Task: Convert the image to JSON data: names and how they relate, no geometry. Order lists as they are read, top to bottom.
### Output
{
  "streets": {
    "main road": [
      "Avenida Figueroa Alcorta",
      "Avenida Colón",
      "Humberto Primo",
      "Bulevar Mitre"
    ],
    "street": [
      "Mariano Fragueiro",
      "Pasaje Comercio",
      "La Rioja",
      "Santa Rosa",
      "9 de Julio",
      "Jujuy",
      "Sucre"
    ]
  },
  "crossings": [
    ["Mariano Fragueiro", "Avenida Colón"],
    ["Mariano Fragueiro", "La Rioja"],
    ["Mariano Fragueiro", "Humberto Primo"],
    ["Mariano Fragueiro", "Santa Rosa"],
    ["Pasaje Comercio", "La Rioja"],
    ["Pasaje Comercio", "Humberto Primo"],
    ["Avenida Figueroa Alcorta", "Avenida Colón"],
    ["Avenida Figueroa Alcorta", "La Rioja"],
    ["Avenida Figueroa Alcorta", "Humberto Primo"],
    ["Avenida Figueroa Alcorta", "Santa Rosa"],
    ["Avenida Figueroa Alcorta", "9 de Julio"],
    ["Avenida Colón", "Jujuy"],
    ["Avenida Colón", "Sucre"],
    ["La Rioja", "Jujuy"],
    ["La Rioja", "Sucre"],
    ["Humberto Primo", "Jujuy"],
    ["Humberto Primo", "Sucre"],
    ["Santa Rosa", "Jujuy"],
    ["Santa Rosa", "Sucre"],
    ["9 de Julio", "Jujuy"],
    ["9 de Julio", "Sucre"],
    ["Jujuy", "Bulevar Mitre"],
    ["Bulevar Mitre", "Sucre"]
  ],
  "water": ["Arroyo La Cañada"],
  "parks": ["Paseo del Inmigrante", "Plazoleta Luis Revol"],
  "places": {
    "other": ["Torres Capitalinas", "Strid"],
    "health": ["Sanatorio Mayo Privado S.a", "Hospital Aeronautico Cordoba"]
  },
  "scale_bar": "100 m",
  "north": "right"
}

------------------------------------------------------------------------

— TRY IT —
The complete listing above is to be output again exactly.

— RESPONSE TO THIS TASK —
Task: Convert the image to JSON data: names and how they relate, no geometry. Order lists as they are read, top to bottom.
### Output
{
  "streets": {
    "main road": [
      "Avenida Figueroa Alcorta",
      "Avenida Colón",
      "Humberto Primo",
      "Bulevar Mitre"
    ],
    "street": [
      "Mariano Fragueiro",
      "Pasaje Comercio",
      "La Rioja",
      "Santa Rosa",
      "9 de Julio",
      "Jujuy",
      "Sucre"
    ]
  },
  "crossings": [
    ["Mariano Fragueiro", "Avenida Colón"],
    ["Mariano Fragueiro", "La Rioja"],
    ["Mariano Fragueiro", "Humberto Primo"],
    ["Mariano Fragueiro", "Santa Rosa"],
    ["Pasaje Comercio", "La Rioja"],
    ["Pasaje Comercio", "Humberto Primo"],
    ["Avenida Figueroa Alcorta", "Avenida Colón"],
    ["Avenida Figueroa Alcorta", "La Rioja"],
    ["Avenida Figueroa Alcorta", "Humberto Primo"],
    ["Avenida Figueroa Alcorta", "Santa Rosa"],
    ["Avenida Figueroa Alcorta", "9 de Julio"],
    ["Avenida Colón", "Jujuy"],
    ["Avenida Colón", "Sucre"],
    ["La Rioja", "Jujuy"],
    ["La Rioja", "Sucre"],
    ["Humberto Primo", "Jujuy"],
    ["Humberto Primo", "Sucre"],
    ["Santa Rosa", "Jujuy"],
    ["Santa Rosa", "Sucre"],
    ["9 de Julio", "Jujuy"],
    ["9 de Julio", "Sucre"],
    ["Jujuy", "Bulevar Mitre"],
    ["Bulevar Mitre", "Sucre"]
  ],
  "water": ["Arroyo La Cañada"],
  "parks": ["Paseo del Inmigrante", "Plazoleta Luis Revol"],
  "places": {
    "other": ["Torres Capitalinas", "Strid"],
    "health": ["Sanatorio Mayo Privado S.a", "Hospital Aeronautico Cordoba"]
  },
  "scale_bar": "100 m",
  "north": "right"
}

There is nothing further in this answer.